**Work task**
Would you count the lines in the entries below that contain "rotate"? Reply with the number only.

**Entries supplied**
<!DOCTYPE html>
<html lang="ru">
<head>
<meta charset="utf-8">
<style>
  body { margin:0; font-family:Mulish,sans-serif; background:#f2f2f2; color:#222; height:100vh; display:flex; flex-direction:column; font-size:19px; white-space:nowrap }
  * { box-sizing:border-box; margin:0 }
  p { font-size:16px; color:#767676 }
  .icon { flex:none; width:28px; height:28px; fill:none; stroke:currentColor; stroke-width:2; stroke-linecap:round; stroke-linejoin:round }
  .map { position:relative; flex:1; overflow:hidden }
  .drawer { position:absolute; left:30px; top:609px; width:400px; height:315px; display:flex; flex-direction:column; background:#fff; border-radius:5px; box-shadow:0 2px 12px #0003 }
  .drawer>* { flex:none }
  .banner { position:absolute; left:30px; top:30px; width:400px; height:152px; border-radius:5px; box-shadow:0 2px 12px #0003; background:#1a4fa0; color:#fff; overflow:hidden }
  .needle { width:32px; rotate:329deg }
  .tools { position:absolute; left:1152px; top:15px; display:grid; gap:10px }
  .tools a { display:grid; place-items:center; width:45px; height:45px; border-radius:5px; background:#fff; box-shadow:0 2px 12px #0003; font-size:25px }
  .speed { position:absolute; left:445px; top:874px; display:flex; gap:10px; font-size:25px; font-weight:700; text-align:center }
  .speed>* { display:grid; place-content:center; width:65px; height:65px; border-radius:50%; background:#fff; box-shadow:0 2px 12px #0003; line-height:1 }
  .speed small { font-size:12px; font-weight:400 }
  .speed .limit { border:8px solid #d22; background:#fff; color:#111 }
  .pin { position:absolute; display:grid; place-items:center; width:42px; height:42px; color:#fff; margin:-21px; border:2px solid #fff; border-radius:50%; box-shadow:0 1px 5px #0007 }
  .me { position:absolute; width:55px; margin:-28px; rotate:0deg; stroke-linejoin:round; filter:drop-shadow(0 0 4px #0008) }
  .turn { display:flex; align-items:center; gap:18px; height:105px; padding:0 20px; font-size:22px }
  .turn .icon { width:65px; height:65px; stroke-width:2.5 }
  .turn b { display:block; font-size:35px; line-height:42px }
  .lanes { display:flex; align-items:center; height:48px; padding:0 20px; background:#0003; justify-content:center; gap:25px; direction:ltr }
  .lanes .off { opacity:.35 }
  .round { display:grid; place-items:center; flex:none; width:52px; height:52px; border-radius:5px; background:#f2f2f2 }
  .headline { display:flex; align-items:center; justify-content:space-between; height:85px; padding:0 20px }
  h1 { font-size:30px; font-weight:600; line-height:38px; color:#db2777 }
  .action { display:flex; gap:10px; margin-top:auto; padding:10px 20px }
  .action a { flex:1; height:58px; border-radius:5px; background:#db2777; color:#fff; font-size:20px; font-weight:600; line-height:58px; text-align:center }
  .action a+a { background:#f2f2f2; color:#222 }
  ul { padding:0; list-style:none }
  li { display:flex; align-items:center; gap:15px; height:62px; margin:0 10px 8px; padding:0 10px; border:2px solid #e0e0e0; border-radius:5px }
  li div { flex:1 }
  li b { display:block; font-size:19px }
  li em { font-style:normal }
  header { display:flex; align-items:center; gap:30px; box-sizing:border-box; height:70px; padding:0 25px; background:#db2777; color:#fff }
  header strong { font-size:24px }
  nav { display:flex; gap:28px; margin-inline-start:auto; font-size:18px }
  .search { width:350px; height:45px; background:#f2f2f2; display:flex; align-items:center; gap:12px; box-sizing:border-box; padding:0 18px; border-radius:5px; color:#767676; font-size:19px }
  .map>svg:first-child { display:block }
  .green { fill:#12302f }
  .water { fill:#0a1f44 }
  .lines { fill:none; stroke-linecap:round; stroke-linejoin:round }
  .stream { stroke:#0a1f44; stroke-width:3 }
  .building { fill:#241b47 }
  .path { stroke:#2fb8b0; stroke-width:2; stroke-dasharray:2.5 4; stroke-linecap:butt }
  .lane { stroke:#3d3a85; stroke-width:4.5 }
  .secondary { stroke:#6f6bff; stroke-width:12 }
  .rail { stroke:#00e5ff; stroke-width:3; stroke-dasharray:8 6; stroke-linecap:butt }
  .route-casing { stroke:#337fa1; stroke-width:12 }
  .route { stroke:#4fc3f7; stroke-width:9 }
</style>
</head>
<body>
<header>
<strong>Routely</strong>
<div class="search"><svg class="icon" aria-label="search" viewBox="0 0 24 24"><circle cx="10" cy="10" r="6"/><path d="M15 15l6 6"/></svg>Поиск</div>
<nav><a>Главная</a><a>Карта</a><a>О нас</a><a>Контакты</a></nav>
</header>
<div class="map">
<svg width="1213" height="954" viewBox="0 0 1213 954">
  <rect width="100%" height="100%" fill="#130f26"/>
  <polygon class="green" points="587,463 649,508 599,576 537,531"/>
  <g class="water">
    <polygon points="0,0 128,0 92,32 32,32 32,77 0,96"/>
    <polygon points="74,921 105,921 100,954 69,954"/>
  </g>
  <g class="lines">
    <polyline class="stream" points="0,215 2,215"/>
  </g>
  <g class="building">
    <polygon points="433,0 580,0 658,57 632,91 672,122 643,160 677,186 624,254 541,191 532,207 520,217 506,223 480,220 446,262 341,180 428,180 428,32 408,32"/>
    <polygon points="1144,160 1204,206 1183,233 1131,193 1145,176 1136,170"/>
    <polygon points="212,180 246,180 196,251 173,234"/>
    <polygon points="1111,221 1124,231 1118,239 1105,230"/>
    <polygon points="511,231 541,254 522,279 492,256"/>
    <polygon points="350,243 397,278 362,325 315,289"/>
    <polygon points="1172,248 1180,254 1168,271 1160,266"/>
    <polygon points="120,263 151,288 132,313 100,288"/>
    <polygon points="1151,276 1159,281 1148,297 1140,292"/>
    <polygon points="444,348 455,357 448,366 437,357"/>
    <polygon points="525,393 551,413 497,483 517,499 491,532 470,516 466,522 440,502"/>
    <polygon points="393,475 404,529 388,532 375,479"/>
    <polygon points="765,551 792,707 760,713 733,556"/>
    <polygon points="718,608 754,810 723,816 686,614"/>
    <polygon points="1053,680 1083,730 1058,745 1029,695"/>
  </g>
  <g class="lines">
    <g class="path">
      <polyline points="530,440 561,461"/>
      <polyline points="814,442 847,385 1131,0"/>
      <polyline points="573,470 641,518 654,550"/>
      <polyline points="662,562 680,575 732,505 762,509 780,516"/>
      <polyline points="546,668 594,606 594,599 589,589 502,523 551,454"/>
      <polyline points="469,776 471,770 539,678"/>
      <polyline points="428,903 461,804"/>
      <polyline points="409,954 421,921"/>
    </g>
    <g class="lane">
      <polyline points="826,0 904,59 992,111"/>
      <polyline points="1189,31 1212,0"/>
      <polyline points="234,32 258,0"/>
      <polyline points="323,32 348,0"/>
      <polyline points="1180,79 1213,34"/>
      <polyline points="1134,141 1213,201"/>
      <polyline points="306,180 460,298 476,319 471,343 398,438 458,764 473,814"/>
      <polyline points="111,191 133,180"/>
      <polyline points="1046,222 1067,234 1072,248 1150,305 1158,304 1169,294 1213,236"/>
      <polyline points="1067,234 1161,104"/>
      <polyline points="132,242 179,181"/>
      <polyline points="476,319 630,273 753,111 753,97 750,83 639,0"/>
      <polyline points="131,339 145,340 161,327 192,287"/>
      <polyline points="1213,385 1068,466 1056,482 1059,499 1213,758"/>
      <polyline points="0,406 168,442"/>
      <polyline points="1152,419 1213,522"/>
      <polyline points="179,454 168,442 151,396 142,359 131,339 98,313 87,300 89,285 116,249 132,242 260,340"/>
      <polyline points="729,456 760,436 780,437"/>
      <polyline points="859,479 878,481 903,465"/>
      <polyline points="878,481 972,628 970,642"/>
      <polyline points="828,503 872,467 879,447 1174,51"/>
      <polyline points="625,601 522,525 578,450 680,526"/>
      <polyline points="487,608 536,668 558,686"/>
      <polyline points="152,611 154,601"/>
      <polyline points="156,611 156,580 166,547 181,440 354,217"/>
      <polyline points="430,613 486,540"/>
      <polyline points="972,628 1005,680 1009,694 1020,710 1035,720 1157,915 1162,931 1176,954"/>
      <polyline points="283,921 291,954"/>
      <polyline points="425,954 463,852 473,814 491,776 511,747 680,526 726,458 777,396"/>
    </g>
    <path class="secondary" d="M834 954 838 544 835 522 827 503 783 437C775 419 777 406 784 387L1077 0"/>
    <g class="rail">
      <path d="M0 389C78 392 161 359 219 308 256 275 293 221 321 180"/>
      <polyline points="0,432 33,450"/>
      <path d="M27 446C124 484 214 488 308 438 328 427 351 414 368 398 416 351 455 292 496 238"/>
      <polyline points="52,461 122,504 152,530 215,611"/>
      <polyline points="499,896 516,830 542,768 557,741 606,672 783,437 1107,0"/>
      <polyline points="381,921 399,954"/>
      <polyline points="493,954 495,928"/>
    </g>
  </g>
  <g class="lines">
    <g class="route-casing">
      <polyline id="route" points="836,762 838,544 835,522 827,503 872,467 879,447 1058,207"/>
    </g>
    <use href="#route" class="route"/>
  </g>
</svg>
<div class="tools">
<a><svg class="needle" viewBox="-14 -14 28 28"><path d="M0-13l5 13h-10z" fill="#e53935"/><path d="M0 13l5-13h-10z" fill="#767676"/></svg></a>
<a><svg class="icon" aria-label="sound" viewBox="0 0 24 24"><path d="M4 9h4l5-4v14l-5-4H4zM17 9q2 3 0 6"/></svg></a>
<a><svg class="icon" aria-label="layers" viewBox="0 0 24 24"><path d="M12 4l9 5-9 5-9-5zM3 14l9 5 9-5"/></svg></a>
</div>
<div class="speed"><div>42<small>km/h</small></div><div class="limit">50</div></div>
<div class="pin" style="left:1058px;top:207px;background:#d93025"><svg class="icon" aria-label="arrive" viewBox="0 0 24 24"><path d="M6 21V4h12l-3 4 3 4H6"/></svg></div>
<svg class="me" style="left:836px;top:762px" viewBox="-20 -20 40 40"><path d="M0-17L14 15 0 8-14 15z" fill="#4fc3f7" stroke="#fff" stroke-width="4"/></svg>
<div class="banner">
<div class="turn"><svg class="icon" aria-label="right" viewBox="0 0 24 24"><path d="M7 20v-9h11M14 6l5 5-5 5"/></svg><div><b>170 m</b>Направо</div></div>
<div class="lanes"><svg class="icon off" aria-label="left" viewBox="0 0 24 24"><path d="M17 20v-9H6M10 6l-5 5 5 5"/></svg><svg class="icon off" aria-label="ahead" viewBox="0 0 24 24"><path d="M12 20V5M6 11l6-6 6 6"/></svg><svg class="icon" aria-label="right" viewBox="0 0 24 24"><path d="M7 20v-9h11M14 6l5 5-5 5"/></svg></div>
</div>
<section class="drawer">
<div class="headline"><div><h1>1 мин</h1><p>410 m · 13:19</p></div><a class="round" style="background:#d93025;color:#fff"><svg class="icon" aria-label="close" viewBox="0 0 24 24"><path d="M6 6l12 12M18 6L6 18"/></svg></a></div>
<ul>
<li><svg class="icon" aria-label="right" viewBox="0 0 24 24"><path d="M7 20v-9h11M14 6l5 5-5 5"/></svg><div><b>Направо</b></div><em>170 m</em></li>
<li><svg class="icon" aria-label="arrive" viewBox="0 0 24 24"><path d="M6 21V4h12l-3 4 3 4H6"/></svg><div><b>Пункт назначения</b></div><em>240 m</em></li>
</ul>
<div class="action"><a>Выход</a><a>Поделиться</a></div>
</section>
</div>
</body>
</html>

**Answer to this problem**
2